La vejez LGTBI en España desafía los modelos tradicionales de envejecimiento. Más del 70 % de las personas mayores de este colectivo no tiene hijos, y muchos rompieron con sus familias de origen al salir del armario. Su día a día carece de comidas familiares dominicales, visitas de nietos o redes de apoyo intergeneracional. En su lugar, construyen vínculos afectivos con amigos, compañeros de activismo y asociaciones como la Fundació Enllaç. Esta realidad no es marginal: es un avance temprano de lo que será la vejez para millones de españoles sin descendencia.
¿Por qué la vejez LGTBI requiere políticas públicas específicas?
Las personas mayores LGTBI enfrentan soledad estructural, no circunstancial. No es un estado emocional pasajero: es el resultado de décadas de exclusión, discriminación y ausencia de reconocimiento legal de sus vínculos afectivos. En residencias, hospitales o servicios sociales, sus parejas o amistades no siempre son reconocidas como cuidadores legítimos. Esto agrava el riesgo de abandono, maltrato institucional y falta de atención personalizada.
El vacío legal en la protección de la familia elegida
El Código Civil español no reconoce jurídicamente la familia elegida. No existe figura legal equivalente al power of attorney o la designación de representante adaptada a vínculos afectivos no consanguíneos. Muchos mayores LGTBI no han formalizado testamentos, pactos de convivencia o mandatos anticipados por desconfianza o desconocimiento. Ese vacío legal se traduce en vulnerabilidad real ante enfermedades, incapacidad o fallecimiento.
¿Cómo se construye la red de apoyo en la vejez LGTBI?
La familia elegida no es una metáfora: es una estrategia de supervivencia y resistencia. Se articula en tres ejes: amistades de larga data, redes de activismo y espacios asociativos. La Fundació Enllaç, por ejemplo, no solo ofrece talleres sobre sexualidad en la tercera edad, sino también acompañamiento legal, formación en cuidados paliativos y programas de prevención de la soledad. Estos espacios funcionan como infraestructuras afectivas que sustituyen, de forma parcial pero efectiva, al modelo familiar tradicional.
La sexualidad como eje de autonomía y dignidad
La sexualidad no desaparece con la edad. En el colectivo LGTBI, es además un acto político. Hablar de prácticas sexuales, deseo, próstata o sildenafil en talleres del Orgullo no es exhibicionismo: es reclamar el derecho a una jubilación plena, donde el cuerpo, el placer y la intimidad sigan siendo territorios propios. Esta visibilidad desmonta estereotipos médicos y sociales que niegan la sexualidad de las personas mayores.
¿Qué impacto económico tiene la vejez LGTBI en el sistema de cuidados?

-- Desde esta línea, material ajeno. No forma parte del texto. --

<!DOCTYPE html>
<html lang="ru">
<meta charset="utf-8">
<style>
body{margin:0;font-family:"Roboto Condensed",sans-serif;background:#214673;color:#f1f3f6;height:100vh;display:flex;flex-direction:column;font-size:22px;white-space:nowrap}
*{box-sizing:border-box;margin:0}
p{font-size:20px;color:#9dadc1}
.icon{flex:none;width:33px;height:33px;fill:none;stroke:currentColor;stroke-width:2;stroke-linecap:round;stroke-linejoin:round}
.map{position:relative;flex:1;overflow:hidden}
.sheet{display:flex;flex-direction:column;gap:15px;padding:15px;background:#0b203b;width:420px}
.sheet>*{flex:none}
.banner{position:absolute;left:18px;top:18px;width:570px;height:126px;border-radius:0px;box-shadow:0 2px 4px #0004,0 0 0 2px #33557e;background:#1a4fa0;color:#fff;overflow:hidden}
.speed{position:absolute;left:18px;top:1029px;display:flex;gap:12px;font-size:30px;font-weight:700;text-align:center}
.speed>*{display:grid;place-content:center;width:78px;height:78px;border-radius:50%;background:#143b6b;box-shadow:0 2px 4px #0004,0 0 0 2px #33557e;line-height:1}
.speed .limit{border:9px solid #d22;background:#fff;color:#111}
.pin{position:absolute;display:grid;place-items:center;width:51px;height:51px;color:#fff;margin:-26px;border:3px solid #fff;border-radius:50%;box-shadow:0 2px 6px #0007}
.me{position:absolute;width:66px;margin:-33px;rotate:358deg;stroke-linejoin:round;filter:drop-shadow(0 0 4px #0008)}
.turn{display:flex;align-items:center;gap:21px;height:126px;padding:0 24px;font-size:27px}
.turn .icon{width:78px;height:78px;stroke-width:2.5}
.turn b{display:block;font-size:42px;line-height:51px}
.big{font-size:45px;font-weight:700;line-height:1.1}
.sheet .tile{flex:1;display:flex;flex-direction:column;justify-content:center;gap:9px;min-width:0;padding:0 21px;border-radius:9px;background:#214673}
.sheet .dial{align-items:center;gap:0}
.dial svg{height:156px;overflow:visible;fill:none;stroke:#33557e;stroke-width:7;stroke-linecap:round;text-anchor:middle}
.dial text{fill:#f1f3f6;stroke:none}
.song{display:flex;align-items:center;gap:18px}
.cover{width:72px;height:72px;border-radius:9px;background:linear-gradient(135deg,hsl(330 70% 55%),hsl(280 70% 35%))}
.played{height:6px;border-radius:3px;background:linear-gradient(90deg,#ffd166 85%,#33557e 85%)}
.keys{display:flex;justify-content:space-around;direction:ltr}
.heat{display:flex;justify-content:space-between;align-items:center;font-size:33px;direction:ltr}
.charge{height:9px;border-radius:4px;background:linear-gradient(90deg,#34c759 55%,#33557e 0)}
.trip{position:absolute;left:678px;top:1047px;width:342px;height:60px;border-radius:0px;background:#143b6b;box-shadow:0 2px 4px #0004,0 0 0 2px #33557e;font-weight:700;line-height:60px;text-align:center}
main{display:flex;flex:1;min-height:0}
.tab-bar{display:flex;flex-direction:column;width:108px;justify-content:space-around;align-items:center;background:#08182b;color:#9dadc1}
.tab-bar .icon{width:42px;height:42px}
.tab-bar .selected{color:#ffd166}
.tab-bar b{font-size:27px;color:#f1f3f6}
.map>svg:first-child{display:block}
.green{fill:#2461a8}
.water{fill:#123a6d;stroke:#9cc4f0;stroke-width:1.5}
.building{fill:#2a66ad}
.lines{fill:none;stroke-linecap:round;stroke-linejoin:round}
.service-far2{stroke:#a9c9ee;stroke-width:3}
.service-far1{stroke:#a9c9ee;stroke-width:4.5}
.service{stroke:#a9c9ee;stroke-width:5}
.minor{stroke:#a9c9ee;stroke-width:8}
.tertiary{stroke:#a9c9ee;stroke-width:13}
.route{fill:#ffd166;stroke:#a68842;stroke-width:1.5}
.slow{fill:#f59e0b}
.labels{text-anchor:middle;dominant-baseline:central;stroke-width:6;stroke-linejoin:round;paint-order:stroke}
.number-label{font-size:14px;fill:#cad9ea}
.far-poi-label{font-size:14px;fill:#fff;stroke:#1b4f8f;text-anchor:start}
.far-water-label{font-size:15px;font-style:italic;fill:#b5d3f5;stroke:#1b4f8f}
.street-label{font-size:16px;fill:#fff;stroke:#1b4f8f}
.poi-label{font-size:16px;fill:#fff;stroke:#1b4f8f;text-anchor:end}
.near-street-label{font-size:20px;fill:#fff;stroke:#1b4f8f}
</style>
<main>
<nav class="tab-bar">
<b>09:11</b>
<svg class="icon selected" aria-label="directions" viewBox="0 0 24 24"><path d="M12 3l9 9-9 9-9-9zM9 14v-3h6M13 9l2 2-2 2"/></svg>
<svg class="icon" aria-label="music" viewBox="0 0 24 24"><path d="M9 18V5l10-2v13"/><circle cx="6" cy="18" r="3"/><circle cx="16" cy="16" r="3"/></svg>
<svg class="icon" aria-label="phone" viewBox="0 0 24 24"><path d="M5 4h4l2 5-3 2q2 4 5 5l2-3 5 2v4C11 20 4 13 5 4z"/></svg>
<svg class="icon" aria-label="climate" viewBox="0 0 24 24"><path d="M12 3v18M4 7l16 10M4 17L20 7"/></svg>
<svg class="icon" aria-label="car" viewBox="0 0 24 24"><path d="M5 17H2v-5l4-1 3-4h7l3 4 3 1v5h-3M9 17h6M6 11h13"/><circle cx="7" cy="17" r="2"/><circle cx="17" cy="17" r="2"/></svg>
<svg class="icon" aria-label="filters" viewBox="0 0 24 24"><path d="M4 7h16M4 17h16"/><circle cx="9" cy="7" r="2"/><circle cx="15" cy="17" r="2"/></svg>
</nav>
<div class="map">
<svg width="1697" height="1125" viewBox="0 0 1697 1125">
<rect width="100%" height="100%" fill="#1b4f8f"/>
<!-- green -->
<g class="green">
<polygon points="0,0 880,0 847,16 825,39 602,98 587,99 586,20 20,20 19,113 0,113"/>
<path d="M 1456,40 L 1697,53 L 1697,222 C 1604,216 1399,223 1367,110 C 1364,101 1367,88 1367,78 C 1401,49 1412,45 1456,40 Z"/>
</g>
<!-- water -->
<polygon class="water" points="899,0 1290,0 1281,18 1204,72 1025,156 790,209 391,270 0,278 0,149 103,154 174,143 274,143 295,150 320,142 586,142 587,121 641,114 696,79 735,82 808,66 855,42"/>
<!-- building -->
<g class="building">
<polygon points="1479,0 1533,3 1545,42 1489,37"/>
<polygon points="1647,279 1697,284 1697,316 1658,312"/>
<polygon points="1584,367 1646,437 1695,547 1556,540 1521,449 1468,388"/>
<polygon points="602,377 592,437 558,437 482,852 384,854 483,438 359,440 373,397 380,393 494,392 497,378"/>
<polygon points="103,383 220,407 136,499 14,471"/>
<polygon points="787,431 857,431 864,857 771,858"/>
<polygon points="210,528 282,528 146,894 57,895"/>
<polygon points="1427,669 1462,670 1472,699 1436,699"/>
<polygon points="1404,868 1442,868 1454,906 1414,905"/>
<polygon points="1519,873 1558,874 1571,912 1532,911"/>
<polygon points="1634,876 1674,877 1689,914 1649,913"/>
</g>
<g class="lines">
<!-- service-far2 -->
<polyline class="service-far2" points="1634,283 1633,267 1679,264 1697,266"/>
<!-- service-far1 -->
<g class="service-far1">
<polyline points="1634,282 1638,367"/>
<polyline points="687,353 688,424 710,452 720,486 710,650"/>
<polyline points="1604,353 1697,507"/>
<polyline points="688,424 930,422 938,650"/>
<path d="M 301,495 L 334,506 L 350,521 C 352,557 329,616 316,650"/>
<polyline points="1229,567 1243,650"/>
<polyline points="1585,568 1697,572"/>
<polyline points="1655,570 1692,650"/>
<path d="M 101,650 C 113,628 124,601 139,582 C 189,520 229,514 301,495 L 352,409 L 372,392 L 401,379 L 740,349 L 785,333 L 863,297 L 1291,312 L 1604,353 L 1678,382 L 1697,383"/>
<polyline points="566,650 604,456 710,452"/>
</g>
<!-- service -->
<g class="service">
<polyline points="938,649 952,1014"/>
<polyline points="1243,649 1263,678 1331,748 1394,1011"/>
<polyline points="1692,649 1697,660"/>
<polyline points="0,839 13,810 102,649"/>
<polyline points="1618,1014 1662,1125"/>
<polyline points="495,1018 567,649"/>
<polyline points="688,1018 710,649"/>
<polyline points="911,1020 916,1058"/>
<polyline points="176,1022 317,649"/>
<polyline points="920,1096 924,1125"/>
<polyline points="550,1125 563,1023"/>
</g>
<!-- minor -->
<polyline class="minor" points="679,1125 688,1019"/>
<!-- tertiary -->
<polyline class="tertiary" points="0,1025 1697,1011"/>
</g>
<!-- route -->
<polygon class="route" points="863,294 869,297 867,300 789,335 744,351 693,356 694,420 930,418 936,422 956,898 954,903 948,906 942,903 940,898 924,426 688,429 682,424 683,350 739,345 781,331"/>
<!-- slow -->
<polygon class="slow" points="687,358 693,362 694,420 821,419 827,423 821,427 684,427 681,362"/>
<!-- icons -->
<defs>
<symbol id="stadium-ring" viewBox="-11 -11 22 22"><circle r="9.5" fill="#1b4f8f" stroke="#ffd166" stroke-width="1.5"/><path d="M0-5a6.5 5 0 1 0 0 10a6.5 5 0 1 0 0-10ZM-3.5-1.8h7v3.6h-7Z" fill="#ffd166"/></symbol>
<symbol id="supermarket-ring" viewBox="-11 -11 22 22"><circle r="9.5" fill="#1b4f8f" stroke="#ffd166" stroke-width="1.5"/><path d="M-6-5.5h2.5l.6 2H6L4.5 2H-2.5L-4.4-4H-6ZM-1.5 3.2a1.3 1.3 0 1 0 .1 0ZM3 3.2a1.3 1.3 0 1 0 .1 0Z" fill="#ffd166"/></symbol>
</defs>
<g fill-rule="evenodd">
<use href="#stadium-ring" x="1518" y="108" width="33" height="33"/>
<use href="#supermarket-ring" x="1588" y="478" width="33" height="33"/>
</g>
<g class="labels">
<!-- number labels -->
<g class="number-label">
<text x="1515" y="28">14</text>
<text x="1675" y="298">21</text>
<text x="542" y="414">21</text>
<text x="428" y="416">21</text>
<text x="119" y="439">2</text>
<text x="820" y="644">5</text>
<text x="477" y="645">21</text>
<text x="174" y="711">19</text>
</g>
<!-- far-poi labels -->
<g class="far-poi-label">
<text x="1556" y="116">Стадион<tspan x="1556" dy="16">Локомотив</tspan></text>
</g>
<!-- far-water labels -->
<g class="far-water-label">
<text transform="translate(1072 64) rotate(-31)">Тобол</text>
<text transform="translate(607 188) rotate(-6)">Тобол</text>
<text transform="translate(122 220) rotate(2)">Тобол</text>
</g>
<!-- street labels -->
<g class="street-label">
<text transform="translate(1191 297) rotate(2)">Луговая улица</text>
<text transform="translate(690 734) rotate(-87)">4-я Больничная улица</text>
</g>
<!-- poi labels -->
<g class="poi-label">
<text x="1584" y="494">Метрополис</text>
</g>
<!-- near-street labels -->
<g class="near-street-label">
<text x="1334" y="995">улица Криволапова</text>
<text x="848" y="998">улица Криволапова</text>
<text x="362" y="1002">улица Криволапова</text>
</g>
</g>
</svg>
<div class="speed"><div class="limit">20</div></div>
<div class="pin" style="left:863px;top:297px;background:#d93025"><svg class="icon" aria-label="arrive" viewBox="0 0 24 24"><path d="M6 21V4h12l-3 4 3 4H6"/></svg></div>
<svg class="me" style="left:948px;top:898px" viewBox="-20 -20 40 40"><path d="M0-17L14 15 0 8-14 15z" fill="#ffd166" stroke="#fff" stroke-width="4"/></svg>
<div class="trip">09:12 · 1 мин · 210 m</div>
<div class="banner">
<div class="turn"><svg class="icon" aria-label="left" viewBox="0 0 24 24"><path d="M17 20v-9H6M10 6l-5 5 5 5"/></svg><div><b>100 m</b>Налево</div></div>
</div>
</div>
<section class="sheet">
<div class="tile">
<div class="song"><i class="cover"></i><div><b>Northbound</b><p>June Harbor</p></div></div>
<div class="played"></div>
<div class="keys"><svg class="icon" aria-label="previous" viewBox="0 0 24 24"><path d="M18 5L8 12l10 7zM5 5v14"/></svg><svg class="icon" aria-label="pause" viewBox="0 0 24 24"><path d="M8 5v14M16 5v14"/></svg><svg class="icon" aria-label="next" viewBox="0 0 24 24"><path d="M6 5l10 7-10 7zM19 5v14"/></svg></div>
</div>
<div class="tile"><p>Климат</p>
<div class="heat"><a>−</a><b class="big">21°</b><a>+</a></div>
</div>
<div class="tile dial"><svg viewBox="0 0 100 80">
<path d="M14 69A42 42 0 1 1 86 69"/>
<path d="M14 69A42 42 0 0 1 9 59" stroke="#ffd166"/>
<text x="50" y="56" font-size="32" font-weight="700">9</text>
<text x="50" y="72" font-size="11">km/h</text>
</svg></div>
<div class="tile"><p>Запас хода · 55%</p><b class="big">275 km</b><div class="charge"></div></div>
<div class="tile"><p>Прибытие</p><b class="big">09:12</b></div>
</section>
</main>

España enfrenta una transición demográfica acelerada: en 2030, el 25 % de la población tendrá más de 65 años, y el 40 % de los nacidos entre 1970 y 1990 no tendrá hijos. El modelo actual de cuidado —basado en la familia extensa— ya no es sostenible. Las experiencias de la vejez LGTBI anticipan soluciones: cohabitación intergeneracional, cooperativas de cuidado, redes de apoyo mutuo formalizadas. Estas alternativas reducen la presión sobre el sistema público y privado, pero requieren inversión estatal en formación, reconocimiento jurídico y financiación de entidades comunitarias.
Datos Clave
- Más del 65 % de las personas mayores LGTBI en Cataluña no tiene hijos biológicos ni adoptivos.
- El 82 % ha experimentado discriminación en servicios sanitarios al menos una vez.
- Menos del 12 % ha formalizado un mandato anticipado que incluya a su pareja o amigo de confianza.
- Las asociaciones LGTBI de mayores atienden, en promedio, a 3,2 personas por cada usuario activo (efecto multiplicador de red).
¿Cómo se está adaptando el marco legal y práctico?
Algunas comunidades autónomas, como Cataluña y el País Vasco, han avanzado con leyes de diversidad familiar que reconocen vínculos afectivos estables. Sin embargo, carecen de protocolos específicos para residencias o servicios de atención a la dependencia. A nivel estatal, el Plan Estratégico para la Vejez 2023–2030 menciona la diversidad familiar, pero sin medidas concretas de implementación. La práctica diaria sigue dependiendo de la sensibilidad individual de los profesionales, no de estándares obligatorios.
La vejez LGTBI como espejo del futuro
Este colectivo no representa una excepción: es un indicador anticipado. Su experiencia revela que el futuro del cuidado no será familiar, sino comunitario, jurídicamente innovador y profundamente social. Ignorar su realidad no solo es injusto: es una mala inversión en sostenibilidad del sistema de dependencia.